#### Assignment:
Reproduce all of the records exactly.

- Opening Delimiter -

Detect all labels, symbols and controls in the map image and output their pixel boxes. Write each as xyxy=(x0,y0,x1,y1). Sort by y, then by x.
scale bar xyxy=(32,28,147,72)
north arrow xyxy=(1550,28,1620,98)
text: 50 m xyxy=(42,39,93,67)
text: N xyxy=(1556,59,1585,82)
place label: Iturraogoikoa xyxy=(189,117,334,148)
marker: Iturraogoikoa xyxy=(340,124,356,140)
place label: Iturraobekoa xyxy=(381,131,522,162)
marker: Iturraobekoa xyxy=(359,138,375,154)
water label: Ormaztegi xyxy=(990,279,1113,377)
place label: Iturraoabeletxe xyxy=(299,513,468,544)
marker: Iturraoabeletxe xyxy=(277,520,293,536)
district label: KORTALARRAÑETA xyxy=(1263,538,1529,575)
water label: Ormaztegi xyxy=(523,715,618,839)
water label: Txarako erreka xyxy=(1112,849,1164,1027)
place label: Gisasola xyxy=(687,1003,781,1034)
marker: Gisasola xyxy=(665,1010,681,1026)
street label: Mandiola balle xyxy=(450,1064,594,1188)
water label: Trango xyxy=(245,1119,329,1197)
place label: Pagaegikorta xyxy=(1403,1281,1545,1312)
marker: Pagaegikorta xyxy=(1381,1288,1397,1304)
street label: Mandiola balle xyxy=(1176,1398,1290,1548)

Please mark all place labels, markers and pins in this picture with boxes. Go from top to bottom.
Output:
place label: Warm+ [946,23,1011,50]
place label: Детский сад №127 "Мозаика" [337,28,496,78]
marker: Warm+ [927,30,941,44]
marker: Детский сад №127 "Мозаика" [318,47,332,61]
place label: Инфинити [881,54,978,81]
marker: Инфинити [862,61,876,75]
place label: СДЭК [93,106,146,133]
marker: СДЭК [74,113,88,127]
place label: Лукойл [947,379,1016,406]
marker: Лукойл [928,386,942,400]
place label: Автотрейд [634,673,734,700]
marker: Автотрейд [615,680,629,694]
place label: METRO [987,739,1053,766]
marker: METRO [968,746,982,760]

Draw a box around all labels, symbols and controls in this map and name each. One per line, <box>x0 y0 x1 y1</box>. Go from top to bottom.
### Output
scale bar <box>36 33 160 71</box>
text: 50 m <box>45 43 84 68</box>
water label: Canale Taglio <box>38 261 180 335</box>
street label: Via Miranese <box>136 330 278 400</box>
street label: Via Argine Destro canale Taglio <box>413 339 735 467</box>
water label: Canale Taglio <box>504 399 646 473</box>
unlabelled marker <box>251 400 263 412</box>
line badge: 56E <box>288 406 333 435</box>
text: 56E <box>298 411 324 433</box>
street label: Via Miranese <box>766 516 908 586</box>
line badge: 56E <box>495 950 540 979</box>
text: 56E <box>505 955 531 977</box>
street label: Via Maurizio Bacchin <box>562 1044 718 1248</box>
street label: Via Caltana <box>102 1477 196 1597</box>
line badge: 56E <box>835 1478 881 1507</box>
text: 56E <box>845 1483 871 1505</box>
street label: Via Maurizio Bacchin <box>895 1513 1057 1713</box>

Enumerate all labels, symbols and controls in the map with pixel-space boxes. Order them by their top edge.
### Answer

- Closing Delimiter -

#### Task answer:
Detect all labels, symbols and controls in the map image and output their pixel boxes. Write each as xyxy=(x0,y0,x1,y1). Sort by y, then by x.
scale bar xyxy=(32,28,147,72)
north arrow xyxy=(1550,28,1620,98)
text: 50 m xyxy=(42,39,93,67)
text: N xyxy=(1556,59,1585,82)
place label: Iturraogoikoa xyxy=(189,117,334,148)
marker: Iturraogoikoa xyxy=(340,124,356,140)
place label: Iturraobekoa xyxy=(381,131,522,162)
marker: Iturraobekoa xyxy=(359,138,375,154)
water label: Ormaztegi xyxy=(990,279,1113,377)
place label: Iturraoabeletxe xyxy=(299,513,468,544)
marker: Iturraoabeletxe xyxy=(277,520,293,536)
district label: KORTALARRAÑETA xyxy=(1263,538,1529,575)
water label: Ormaztegi xyxy=(523,715,618,839)
water label: Txarako erreka xyxy=(1112,849,1164,1027)
place label: Gisasola xyxy=(687,1003,781,1034)
marker: Gisasola xyxy=(665,1010,681,1026)
street label: Mandiola balle xyxy=(450,1064,594,1188)
water label: Trango xyxy=(245,1119,329,1197)
place label: Pagaegikorta xyxy=(1403,1281,1545,1312)
marker: Pagaegikorta xyxy=(1381,1288,1397,1304)
street label: Mandiola balle xyxy=(1176,1398,1290,1548)

Please mark all place labels, markers and pins in this picture with boxes. Go from top to bottom.
Output:
place label: Warm+ [946,23,1011,50]
place label: Детский сад №127 "Мозаика" [337,28,496,78]
marker: Warm+ [927,30,941,44]
marker: Детский сад №127 "Мозаика" [318,47,332,61]
place label: Инфинити [881,54,978,81]
marker: Инфинити [862,61,876,75]
place label: СДЭК [93,106,146,133]
marker: СДЭК [74,113,88,127]
place label: Лукойл [947,379,1016,406]
marker: Лукойл [928,386,942,400]
place label: Автотрейд [634,673,734,700]
marker: Автотрейд [615,680,629,694]
place label: METRO [987,739,1053,766]
marker: METRO [968,746,982,760]

Draw a box around all labels, symbols and controls in this map and name each. One per line, <box>x0 y0 x1 y1</box>. Go from top to bottom.
### Output
scale bar <box>36 33 160 71</box>
text: 50 m <box>45 43 84 68</box>
water label: Canale Taglio <box>38 261 180 335</box>
street label: Via Miranese <box>136 330 278 400</box>
street label: Via Argine Destro canale Taglio <box>413 339 735 467</box>
water label: Canale Taglio <box>504 399 646 473</box>
unlabelled marker <box>251 400 263 412</box>
line badge: 56E <box>288 406 333 435</box>
text: 56E <box>298 411 324 433</box>
street label: Via Miranese <box>766 516 908 586</box>
line badge: 56E <box>495 950 540 979</box>
text: 56E <box>505 955 531 977</box>
street label: Via Maurizio Bacchin <box>562 1044 718 1248</box>
street label: Via Caltana <box>102 1477 196 1597</box>
line badge: 56E <box>835 1478 881 1507</box>
text: 56E <box>845 1483 871 1505</box>
street label: Via Maurizio Bacchin <box>895 1513 1057 1713</box>

Enumerate all labels, symbols and controls in the map with pixel-space boxes. Order them by their top edge.
### Answer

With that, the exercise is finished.